Kritik in Kürze
Unmittelbar präsent, ja zwingend setzt Brahms’ d-Moll-Klavierkonzert in der Aufführung durch die Camerata academica Freiburg ein. Das Jung und Alt vereinende Laienorchester versprüht, unter der schwungvollen Leitung von Manuel Nawri, Elan und Spielfreude. Der Anschlag des Solisten Michael Poliatskin erfreut mit Grandezza, die Oktavläufe, wiewohl zunächst noch mit Pedal eingedickt, sind passgenau auf das Orchester abgestimmt, dem die Übergänge jedoch nicht immer organisch gelingen. Sein Klang ist transparent, die Klangfarben mehr voneinander abgehoben als dass sie sich mischten. Die Tutti entfalten einige Wucht im Ebneter Theodor-Egel-Saal, schön herausgearbeitet sind die espressivo-Schattierungen des Adagios. Spätestens im fulminant abschließenden Rondo hat der Pianist seinen Hang zum Schwerblütigen abgelegt, die virtuos rauschenden Aufschwünge meistert er mit leichter Hand. Sein zurückhaltendes Auftreten steht in reizvollem Kontrast zu seiner fesselnden Darbietung.
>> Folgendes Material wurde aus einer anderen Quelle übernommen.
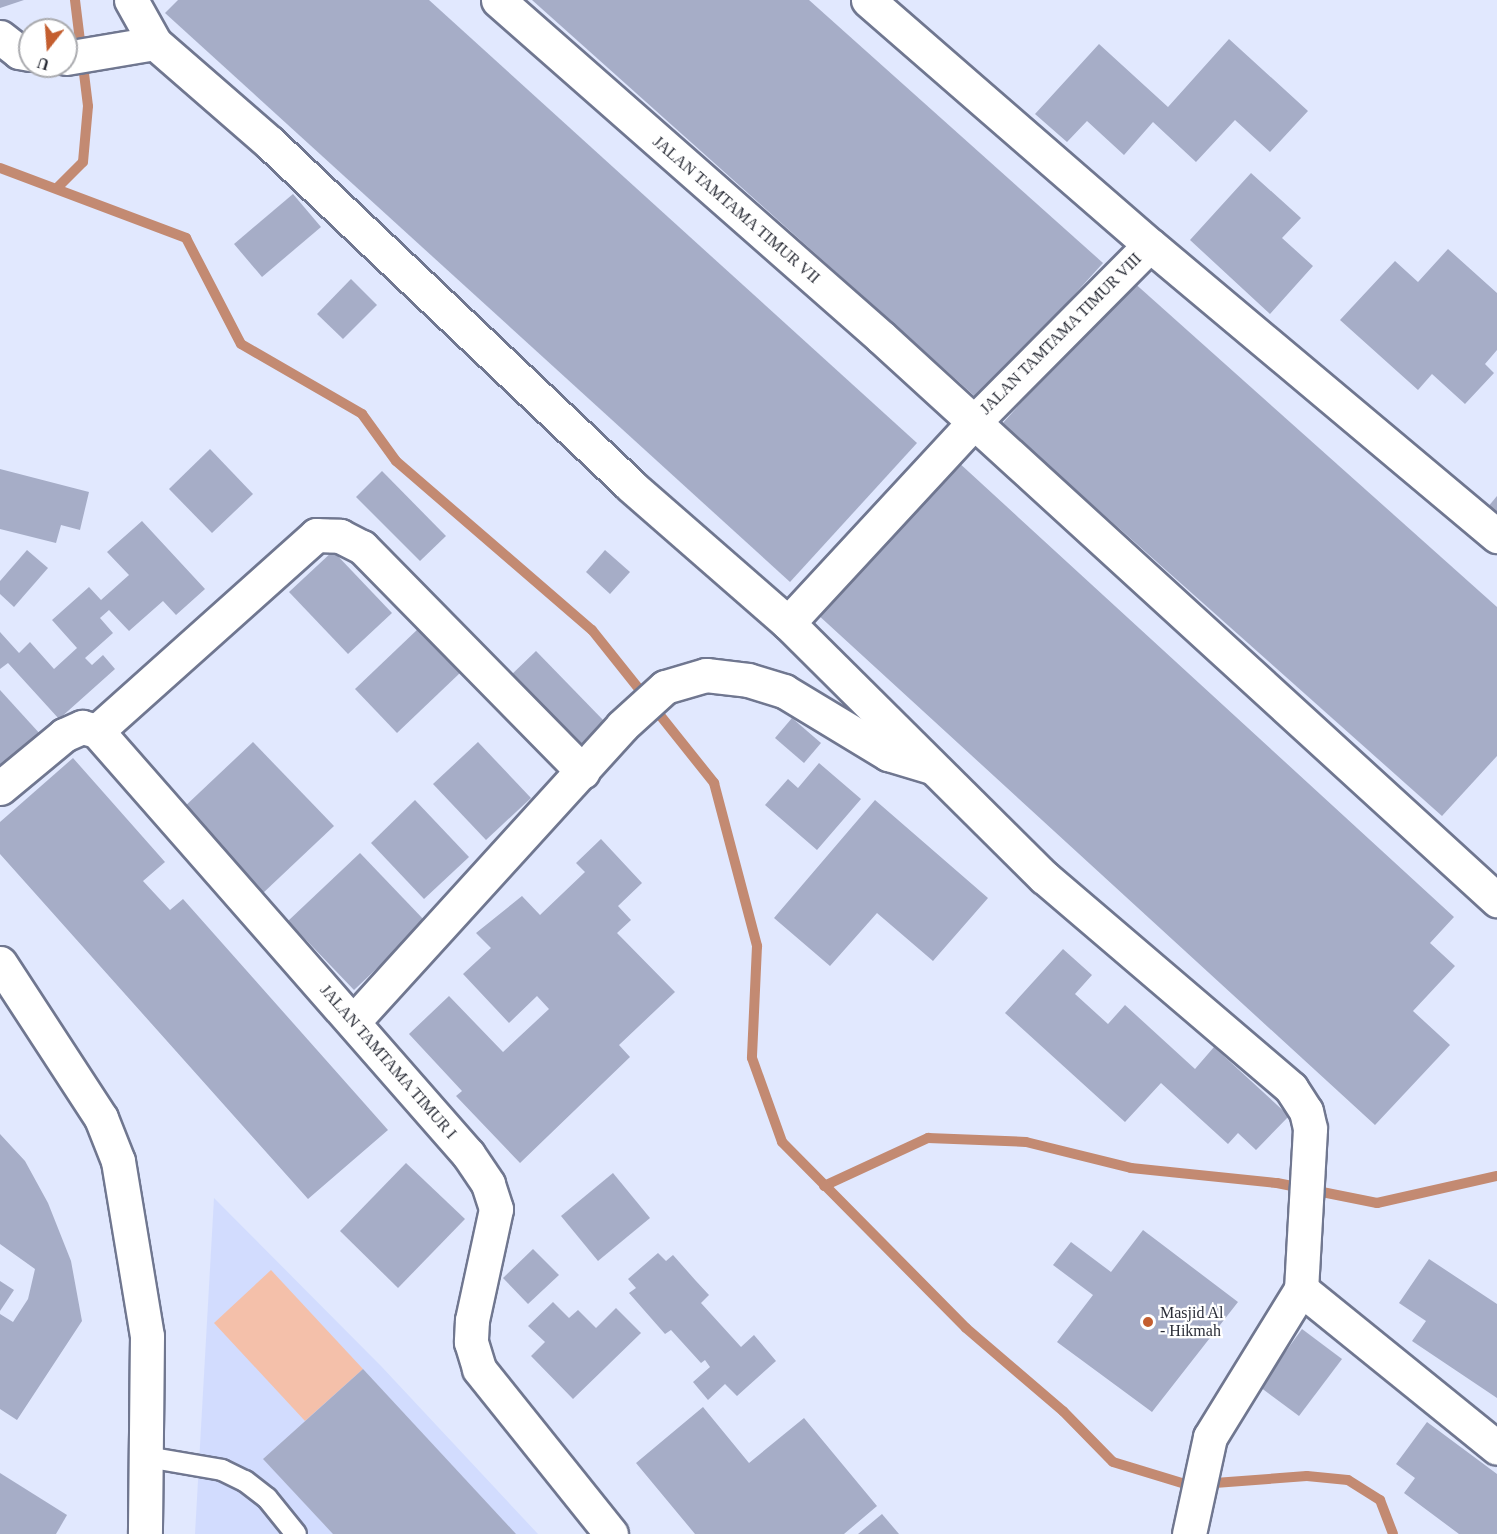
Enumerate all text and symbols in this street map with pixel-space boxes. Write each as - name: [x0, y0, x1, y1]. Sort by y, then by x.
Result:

Die Streicher sind umtriebig, das Blech, namentlich das Horn, überzeugt auch in Schumanns Vierter Sinfonie mit makelloser Intonation und einem tragfähigen Klang. Das Orchester braust zumal in der Stretta des Finales mächtig auf und kostet die irritierenden Akkorde, die wie Stoppschilder im musikalischen Verlauf wirken, genüsslich aus. Der formalen Geschlossenheit der Sinfonie wird die umjubelte Interpretation der Camerata gerecht: mit einem weiten Spannungsbogen, der die Sätze verbindet und die glühende Verve dieser Musik unverkrampft einfängt.